Furthermore, if it's not clear to you right now, it will be soon: they will scapegoat the military commanders and soldiers fighting the Iraq War just as shamelessly as they have the others. President Bush, via the calculated strategy of his Round Table, likes to say from the comfort of his bubble that he's leaving military decisions up to the commanders on the ground. Clearly and conveniently, this allows him to dodge accountability, which can easily be shifted to those soldiers. Abu Ghraib and Al-Qaqaa, for example -- both of which were blamed, not on policies of the administration, but on the soldiers on the ground.

Sure, the "all-new and all-responsible for 2006" George W. Bush will say publicly that he's responsible for the decision to go to war, but that's obviously where his responsibility ends. Everything that goes wrong and has gone wrong isn't truly his fault, of course. Even if he were to miraculously take a hit for a specific mistake, we all know from past experience that any admission by the president would be tempered and diluted with some sort of underground swift-boating of a political opponent.

Like John Murtha.

Republican operatives like to say that by criticizing the president and his policies, progressives and Democrats are denigrating the troops and undermining the war. But ask yourself, what undermines the war and the military more severely: dissecting the president, or literally dissecting combat soldiers and veterans? I would suggest that an administration which inadequately supplies soldiers currently in a war zone, and a party whose underground operatives routinely besmirch the records of combat veterans are, in fact, doing far more to damage the war effort and the military than any amount of negativity directed toward President Bush.

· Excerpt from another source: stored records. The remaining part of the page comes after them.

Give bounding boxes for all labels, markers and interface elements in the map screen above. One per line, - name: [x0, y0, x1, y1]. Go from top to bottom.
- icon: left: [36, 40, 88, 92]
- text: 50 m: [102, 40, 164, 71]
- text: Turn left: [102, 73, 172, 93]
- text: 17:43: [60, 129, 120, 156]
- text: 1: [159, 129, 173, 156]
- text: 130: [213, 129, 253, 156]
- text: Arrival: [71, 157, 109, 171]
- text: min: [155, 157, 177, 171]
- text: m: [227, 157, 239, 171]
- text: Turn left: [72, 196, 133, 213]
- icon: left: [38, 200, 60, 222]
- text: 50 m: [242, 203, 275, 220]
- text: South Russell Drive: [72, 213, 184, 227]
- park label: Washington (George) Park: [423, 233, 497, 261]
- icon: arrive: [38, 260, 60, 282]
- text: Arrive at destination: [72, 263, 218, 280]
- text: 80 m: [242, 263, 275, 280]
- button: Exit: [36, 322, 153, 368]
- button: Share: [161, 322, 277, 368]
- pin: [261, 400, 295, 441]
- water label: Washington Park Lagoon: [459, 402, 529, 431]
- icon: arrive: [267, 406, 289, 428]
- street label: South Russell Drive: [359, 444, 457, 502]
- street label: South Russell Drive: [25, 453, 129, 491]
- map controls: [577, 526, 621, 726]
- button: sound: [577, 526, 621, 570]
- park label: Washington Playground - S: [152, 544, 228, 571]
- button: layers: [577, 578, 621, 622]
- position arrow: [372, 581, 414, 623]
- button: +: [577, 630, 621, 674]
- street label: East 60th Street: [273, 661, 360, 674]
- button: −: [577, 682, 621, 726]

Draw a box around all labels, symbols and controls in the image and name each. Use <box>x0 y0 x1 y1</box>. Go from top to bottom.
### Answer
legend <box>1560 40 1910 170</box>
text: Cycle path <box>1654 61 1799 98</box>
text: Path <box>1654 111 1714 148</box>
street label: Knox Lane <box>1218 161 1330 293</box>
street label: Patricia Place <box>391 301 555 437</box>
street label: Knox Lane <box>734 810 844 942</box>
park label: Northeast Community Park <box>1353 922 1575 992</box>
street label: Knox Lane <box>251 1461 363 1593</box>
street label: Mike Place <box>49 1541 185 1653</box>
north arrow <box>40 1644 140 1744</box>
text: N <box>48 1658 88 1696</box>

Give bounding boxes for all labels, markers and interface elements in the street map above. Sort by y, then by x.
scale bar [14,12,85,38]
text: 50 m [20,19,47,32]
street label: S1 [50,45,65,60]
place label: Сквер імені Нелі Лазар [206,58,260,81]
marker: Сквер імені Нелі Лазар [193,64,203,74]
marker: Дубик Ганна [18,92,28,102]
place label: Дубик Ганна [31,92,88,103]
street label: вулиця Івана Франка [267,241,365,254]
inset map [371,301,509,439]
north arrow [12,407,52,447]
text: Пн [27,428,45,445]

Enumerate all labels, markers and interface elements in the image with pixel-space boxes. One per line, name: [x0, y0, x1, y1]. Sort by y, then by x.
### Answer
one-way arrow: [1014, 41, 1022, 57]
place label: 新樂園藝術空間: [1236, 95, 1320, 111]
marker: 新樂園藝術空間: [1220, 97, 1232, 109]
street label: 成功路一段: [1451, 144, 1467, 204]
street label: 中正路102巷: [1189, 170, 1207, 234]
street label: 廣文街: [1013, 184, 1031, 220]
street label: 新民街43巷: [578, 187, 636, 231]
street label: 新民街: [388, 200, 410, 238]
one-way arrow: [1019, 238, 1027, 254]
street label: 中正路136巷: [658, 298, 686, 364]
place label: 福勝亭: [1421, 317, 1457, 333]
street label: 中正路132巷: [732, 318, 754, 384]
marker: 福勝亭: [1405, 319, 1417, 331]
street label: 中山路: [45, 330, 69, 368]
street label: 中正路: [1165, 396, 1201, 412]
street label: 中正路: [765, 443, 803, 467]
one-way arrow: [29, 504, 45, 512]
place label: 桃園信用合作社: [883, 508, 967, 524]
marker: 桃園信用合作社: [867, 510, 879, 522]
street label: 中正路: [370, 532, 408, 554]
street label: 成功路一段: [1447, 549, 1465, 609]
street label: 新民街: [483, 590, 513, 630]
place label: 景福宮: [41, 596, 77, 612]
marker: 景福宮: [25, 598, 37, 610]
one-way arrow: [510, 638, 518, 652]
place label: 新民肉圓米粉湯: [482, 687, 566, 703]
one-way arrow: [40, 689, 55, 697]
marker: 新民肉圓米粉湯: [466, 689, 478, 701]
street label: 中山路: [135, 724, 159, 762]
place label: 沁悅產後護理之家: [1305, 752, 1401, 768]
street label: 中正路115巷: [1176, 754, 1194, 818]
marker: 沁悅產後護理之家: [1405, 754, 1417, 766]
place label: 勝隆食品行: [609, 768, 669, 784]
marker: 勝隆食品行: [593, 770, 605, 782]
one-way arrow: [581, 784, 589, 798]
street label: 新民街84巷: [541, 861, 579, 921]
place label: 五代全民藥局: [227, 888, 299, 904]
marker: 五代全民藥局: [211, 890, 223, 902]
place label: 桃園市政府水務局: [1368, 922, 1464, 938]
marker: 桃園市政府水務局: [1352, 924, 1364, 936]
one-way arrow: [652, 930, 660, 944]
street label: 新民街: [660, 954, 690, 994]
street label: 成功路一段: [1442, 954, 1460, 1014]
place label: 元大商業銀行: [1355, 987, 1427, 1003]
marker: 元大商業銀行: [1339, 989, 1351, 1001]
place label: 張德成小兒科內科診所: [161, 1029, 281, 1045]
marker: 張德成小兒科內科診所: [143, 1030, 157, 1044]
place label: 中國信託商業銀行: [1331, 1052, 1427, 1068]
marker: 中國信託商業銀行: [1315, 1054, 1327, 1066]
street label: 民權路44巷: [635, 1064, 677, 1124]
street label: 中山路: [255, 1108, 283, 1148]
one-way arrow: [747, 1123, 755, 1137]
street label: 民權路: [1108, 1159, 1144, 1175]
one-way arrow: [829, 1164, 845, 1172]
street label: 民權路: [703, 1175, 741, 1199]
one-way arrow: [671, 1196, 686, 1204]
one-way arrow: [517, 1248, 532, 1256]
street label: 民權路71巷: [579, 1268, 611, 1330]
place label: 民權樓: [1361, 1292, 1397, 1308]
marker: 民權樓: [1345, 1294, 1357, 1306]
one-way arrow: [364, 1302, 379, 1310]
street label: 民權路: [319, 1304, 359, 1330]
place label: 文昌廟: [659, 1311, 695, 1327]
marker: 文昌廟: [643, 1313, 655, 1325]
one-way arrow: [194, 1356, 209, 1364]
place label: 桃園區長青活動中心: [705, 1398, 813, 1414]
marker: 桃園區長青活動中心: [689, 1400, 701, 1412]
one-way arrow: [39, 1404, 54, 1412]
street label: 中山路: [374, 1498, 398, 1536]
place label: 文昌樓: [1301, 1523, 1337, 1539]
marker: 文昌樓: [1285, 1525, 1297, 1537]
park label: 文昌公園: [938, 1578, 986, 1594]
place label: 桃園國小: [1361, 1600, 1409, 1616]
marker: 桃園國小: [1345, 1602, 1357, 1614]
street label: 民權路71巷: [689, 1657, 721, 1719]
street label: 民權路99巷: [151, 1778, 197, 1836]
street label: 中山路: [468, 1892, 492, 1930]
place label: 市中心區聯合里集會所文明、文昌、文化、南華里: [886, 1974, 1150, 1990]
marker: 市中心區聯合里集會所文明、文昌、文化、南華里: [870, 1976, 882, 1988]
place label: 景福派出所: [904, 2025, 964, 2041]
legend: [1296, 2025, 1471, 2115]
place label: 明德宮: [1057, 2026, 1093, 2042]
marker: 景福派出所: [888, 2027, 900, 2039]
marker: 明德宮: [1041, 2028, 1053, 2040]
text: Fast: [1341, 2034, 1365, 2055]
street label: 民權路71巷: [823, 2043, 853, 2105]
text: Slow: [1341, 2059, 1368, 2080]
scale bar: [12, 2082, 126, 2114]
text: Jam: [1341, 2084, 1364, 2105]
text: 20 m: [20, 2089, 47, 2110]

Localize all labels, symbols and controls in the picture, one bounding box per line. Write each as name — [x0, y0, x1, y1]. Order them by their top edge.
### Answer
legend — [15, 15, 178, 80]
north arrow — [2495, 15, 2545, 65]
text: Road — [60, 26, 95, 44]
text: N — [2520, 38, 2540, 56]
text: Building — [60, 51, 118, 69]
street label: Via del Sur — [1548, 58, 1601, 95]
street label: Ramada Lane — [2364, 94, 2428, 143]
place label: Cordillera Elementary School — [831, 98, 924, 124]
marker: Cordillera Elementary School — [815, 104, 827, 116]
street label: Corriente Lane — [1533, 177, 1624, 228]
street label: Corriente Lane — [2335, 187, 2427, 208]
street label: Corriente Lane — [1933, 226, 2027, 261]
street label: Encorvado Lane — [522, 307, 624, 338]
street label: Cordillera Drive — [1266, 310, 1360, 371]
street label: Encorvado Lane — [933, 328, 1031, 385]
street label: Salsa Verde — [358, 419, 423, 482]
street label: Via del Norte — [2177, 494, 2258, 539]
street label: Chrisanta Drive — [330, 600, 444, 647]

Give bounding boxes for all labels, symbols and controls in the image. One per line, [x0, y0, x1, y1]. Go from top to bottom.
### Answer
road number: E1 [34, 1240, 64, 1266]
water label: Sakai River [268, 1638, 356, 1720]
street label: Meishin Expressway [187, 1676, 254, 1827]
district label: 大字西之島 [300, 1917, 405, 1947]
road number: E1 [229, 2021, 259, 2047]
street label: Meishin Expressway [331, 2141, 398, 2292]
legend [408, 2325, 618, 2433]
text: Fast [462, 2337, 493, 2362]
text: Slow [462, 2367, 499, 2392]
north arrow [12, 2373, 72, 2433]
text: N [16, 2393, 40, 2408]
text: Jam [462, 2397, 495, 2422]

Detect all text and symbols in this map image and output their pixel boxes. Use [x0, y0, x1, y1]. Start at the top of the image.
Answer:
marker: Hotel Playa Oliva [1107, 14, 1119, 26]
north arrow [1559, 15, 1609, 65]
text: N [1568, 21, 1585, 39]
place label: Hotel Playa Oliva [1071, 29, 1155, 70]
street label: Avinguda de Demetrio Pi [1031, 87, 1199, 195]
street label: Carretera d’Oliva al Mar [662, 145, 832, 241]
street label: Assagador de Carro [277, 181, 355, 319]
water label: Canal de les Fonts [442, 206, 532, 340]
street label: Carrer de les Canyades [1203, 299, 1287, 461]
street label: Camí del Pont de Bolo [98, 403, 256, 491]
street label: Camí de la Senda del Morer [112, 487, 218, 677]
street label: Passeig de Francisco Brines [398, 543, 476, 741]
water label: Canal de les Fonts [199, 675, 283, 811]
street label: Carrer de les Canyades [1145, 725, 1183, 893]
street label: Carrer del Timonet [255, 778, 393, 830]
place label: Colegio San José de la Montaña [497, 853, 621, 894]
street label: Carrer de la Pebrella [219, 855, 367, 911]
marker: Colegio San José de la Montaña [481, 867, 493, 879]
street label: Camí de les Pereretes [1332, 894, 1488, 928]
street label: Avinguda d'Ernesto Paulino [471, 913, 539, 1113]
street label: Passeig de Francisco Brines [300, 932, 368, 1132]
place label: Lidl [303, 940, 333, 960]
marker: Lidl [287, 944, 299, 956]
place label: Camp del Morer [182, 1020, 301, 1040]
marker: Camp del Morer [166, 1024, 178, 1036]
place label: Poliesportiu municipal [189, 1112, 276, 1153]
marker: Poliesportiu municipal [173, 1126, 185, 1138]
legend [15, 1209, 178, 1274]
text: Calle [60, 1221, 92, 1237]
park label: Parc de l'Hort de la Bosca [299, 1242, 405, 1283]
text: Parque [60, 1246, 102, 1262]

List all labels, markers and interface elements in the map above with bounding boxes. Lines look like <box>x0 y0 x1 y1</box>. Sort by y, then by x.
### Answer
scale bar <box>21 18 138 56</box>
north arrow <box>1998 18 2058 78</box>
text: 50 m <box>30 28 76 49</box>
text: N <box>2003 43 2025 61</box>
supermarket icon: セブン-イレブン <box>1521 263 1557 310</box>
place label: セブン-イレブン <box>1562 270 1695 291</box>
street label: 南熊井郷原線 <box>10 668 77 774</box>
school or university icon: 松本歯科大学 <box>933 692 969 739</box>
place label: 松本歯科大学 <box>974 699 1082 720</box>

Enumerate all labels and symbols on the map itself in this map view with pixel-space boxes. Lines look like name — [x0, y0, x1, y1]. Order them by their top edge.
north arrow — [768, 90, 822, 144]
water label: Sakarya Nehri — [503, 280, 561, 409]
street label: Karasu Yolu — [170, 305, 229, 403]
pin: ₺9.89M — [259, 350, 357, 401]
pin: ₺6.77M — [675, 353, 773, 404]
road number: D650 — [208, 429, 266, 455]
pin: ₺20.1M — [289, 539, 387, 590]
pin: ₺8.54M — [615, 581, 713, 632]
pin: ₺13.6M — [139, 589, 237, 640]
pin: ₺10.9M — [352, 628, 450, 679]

Every American, regardless of political affiliation, should be ashamed of what's being done to Murtha and others like him -- ordinary Republicans and military families especially, whose votes and support are being subverted by their leaders for heartless and immoral political points.

And those constituents who don't mind these kinds of tactics should be asked point-blank: is this how you prefer to debate Iraq? George W. Bush said in another staged and pre-screened town hall meeting last week that he welcomes a debate on the issues surrounding the war and his administration. But the swift-boating of John Murtha, preceded by the president's hilariously artificial town hall meeting, proves that Bush has no such intention. Instead, the party and movement of which he's the leader would rather assassinate the character of another decorated combat veteran.

The only thing more outrageous than the swift-boating of John Murtha is that "the party of patriotism, the military, and national security" continues to be taken seriously.

UPDATE. The following comment says it all:

I am a Marine currently serving at 4th Marine Aircraft Wing in New Orleans. Right now my fellow Marines and I are watching as we slowly slouch towards war with Iran. If deployed to the area, I promise you this: we will fight together, and we will fight valiantly. We will fight for those we do not know and for a cause we might not share. But we will fight. And when we come home, we may continue our fight, in the halls of power, the state capitols, and DC, if we so choose. We have earned it in blood and sweat. No one, and I mean no one, has the right to impugn our service, or our credentials without expecting a defense. I am defending Mr. Murtha because he did in Vietnam what others would not do. And I thank God for giving me the chance to make my mark as he has. And when I come home, will you be there to slander me too?